___ Provided data

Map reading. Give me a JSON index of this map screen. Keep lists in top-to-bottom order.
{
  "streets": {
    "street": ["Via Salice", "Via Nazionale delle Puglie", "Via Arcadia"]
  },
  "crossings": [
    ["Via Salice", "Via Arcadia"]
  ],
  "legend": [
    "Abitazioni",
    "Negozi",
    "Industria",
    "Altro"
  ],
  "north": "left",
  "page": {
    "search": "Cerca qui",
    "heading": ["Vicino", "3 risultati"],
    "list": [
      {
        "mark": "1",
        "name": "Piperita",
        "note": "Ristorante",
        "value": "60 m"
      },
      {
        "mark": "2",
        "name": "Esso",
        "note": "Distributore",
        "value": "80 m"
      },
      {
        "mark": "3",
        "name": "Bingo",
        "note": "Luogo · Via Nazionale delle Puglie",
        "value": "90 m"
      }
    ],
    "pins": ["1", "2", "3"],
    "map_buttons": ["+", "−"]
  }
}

______

▸ Task requirements
For the string "Nazionale", go through the entries above and copy each line where it occurs.

▸ Exercise response
    "street": ["Via Salice", "Via Nazionale delle Puglie", "Via Arcadia"]
        "note": "Luogo · Via Nazionale delle Puglie",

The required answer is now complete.